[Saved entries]
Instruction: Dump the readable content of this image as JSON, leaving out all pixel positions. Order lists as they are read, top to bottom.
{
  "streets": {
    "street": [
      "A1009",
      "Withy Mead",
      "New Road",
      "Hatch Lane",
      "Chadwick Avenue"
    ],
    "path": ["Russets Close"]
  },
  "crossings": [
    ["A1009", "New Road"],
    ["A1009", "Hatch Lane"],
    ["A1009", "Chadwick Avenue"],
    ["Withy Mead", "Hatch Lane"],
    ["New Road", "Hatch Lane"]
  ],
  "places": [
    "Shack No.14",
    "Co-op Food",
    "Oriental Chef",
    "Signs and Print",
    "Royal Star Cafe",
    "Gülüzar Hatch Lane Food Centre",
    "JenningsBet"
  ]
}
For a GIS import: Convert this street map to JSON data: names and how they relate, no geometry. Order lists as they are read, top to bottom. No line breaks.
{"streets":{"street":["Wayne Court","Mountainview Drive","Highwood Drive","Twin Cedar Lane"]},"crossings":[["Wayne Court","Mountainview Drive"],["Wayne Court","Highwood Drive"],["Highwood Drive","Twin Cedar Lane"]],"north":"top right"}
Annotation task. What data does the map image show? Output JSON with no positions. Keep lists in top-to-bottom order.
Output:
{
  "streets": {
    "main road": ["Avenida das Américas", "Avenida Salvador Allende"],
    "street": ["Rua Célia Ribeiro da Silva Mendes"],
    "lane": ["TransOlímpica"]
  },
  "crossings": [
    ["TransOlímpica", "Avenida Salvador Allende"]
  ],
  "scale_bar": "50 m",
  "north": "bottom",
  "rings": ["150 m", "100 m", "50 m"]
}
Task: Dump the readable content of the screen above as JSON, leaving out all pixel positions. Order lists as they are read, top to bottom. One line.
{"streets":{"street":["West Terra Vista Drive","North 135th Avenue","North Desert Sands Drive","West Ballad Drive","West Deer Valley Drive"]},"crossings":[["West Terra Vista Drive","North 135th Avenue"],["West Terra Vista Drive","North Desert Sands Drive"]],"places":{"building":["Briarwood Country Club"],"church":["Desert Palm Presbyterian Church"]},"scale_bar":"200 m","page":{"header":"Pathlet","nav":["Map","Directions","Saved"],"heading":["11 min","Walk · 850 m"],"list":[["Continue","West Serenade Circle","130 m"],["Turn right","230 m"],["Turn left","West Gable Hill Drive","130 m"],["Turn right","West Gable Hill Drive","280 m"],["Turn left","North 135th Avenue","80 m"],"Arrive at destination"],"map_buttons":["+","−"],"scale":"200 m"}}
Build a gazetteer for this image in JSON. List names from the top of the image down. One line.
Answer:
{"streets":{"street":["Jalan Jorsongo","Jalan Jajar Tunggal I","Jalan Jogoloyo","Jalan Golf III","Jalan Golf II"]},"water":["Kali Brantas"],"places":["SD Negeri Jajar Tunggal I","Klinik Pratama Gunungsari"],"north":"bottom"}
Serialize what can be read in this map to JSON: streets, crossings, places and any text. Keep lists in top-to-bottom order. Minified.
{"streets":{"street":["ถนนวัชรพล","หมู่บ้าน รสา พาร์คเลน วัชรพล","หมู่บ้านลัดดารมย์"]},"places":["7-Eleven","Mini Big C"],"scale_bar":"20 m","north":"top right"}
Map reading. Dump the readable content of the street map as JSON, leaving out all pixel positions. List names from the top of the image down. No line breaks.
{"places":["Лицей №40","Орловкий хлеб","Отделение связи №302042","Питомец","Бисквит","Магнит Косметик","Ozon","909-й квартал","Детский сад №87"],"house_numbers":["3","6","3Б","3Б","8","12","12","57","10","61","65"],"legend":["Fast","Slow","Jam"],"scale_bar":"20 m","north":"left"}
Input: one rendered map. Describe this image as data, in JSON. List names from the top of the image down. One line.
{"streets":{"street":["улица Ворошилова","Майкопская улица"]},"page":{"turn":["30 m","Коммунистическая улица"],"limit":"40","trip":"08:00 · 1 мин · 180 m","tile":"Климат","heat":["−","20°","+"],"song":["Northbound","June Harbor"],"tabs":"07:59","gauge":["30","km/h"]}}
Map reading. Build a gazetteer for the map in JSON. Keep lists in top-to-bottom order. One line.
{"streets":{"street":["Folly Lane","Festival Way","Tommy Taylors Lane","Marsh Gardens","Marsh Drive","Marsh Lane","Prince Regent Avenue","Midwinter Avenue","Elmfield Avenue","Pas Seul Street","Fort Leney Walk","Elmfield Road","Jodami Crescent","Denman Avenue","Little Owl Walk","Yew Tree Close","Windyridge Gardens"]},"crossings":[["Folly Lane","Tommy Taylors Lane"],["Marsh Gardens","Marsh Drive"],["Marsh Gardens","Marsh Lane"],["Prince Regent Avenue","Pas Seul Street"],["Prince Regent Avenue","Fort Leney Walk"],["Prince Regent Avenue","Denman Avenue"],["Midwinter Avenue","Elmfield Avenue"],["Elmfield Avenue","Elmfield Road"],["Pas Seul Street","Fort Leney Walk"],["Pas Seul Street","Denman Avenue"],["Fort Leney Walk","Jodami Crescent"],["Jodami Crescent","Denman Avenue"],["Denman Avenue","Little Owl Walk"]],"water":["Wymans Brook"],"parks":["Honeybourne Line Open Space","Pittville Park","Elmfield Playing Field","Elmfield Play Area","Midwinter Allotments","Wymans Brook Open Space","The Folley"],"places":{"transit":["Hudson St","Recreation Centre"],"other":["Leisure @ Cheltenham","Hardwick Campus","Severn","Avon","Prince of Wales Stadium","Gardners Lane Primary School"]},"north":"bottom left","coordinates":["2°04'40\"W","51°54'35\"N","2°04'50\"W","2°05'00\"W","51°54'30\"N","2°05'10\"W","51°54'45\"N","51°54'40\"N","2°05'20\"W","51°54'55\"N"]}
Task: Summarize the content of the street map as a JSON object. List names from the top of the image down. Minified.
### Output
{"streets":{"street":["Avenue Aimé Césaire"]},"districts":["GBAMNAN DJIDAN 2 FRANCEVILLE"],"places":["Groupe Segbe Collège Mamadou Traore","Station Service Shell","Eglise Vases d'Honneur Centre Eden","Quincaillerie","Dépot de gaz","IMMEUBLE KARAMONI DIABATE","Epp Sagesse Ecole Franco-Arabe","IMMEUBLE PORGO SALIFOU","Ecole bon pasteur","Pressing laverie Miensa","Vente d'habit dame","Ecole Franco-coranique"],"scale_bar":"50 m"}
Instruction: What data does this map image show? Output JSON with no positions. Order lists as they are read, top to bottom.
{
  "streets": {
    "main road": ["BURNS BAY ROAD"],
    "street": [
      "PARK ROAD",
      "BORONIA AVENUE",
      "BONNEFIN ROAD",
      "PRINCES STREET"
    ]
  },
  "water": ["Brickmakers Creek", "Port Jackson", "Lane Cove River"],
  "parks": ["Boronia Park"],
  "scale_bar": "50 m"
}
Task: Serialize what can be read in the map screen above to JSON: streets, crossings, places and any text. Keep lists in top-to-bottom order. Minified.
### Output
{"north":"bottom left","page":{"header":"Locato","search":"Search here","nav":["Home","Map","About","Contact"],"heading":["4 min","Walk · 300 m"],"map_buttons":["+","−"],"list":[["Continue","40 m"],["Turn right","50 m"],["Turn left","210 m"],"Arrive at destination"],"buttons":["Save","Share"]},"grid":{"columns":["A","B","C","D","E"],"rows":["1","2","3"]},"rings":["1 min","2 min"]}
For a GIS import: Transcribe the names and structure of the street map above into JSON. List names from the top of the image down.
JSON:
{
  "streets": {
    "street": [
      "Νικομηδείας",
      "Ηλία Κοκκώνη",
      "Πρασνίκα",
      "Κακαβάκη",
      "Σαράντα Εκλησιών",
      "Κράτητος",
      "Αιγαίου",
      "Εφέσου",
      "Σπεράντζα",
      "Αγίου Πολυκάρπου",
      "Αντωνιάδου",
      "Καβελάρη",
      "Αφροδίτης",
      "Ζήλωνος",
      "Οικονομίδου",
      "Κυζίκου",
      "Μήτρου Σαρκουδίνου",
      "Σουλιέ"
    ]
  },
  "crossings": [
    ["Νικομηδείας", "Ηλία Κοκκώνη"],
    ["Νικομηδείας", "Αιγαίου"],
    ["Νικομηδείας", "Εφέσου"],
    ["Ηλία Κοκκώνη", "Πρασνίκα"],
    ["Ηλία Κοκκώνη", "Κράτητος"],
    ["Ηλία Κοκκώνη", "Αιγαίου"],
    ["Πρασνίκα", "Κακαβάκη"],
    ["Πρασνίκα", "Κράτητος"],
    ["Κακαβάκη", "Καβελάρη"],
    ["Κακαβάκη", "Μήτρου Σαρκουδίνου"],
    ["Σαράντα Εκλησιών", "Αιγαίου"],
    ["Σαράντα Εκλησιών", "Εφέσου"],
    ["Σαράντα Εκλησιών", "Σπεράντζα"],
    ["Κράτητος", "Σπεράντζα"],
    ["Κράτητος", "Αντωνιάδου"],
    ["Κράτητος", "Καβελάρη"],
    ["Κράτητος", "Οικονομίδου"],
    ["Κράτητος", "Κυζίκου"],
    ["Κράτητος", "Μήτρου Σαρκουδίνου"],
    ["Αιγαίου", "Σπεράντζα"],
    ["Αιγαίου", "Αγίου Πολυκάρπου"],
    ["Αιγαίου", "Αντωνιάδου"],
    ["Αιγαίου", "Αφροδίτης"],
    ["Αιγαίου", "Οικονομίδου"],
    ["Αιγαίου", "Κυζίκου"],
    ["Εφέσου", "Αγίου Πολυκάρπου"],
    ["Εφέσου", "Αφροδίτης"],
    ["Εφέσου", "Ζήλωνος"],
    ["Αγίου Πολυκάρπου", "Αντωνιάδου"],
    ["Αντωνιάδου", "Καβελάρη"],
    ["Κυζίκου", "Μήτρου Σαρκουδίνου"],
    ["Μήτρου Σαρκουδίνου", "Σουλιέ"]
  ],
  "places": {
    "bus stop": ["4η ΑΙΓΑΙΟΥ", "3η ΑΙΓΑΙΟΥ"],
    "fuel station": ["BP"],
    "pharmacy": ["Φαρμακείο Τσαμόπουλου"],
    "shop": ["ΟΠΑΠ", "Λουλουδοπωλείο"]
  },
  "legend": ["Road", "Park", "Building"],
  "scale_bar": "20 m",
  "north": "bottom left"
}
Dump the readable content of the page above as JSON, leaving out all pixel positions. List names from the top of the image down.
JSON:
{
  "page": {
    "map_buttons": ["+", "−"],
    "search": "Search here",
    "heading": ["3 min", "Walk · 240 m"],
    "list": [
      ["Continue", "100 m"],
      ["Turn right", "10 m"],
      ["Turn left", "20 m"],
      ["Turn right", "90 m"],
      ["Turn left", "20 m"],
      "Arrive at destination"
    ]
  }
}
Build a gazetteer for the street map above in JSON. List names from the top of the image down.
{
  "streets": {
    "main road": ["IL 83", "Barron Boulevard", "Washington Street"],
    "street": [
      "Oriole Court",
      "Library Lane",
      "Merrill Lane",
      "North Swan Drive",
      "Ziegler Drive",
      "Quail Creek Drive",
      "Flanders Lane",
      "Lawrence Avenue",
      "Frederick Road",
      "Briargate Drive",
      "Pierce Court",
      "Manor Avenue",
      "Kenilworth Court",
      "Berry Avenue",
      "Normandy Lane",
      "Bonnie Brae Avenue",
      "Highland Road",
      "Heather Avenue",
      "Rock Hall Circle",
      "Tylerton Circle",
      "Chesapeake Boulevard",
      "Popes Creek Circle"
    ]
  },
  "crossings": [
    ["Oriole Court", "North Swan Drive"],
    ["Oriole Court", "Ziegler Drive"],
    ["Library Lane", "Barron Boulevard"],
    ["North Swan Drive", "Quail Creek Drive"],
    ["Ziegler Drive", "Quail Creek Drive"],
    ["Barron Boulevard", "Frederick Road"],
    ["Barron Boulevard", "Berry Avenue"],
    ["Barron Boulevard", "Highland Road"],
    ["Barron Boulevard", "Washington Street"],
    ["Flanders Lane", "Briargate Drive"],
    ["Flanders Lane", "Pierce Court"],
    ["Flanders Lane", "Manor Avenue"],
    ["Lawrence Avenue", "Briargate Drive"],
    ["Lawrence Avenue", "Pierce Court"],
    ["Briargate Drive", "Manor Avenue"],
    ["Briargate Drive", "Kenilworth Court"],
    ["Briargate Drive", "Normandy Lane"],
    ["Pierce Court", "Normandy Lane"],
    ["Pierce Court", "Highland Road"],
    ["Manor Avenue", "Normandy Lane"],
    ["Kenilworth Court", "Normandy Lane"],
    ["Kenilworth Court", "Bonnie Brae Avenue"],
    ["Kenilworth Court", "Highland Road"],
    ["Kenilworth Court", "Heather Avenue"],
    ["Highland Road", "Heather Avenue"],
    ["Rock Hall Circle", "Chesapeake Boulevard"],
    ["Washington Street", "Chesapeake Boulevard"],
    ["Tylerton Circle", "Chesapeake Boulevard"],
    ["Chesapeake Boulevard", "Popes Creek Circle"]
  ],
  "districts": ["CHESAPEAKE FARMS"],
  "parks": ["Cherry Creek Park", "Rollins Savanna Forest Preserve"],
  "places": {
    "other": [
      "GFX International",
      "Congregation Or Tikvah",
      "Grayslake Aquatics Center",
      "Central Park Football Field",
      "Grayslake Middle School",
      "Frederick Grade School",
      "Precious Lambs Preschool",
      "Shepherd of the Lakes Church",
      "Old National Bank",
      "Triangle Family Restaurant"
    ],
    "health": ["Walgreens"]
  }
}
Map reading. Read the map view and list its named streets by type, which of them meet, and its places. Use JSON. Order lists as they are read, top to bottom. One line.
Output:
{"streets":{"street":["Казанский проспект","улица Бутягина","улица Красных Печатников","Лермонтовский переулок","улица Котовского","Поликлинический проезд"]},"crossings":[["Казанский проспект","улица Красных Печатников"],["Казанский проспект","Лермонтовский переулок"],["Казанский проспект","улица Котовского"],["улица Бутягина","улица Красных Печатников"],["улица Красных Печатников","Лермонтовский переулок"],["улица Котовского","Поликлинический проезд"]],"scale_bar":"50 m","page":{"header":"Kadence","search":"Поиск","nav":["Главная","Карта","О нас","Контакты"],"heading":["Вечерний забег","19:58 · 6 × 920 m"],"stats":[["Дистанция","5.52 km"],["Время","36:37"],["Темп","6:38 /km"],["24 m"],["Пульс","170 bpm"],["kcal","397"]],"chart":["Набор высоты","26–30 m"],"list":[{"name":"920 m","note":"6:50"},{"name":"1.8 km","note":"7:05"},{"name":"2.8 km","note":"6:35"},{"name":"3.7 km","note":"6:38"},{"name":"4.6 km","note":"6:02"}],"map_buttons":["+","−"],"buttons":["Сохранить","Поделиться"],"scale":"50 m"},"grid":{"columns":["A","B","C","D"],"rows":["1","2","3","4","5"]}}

=== Work required ===
Print, exactly as written, the first line of the records above and each line after it until the line with "Annotation task. What", which is printed too.

=== Solution for this problem ===
Instruction: Dump the readable content of this image as JSON, leaving out all pixel positions. Order lists as they are read, top to bottom.
{
  "streets": {
    "street": [
      "A1009",
      "Withy Mead",
      "New Road",
      "Hatch Lane",
      "Chadwick Avenue"
    ],
    "path": ["Russets Close"]
  },
  "crossings": [
    ["A1009", "New Road"],
    ["A1009", "Hatch Lane"],
    ["A1009", "Chadwick Avenue"],
    ["Withy Mead", "Hatch Lane"],
    ["New Road", "Hatch Lane"]
  ],
  "places": [
    "Shack No.14",
    "Co-op Food",
    "Oriental Chef",
    "Signs and Print",
    "Royal Star Cafe",
    "Gülüzar Hatch Lane Food Centre",
    "JenningsBet"
  ]
}
For a GIS import: Convert this street map to JSON data: names and how they relate, no geometry. Order lists as they are read, top to bottom. No line breaks.
{"streets":{"street":["Wayne Court","Mountainview Drive","Highwood Drive","Twin Cedar Lane"]},"crossings":[["Wayne Court","Mountainview Drive"],["Wayne Court","Highwood Drive"],["Highwood Drive","Twin Cedar Lane"]],"north":"top right"}
Annotation task. What data does the map image show? Output JSON with no positions. Keep lists in top-to-bottom order.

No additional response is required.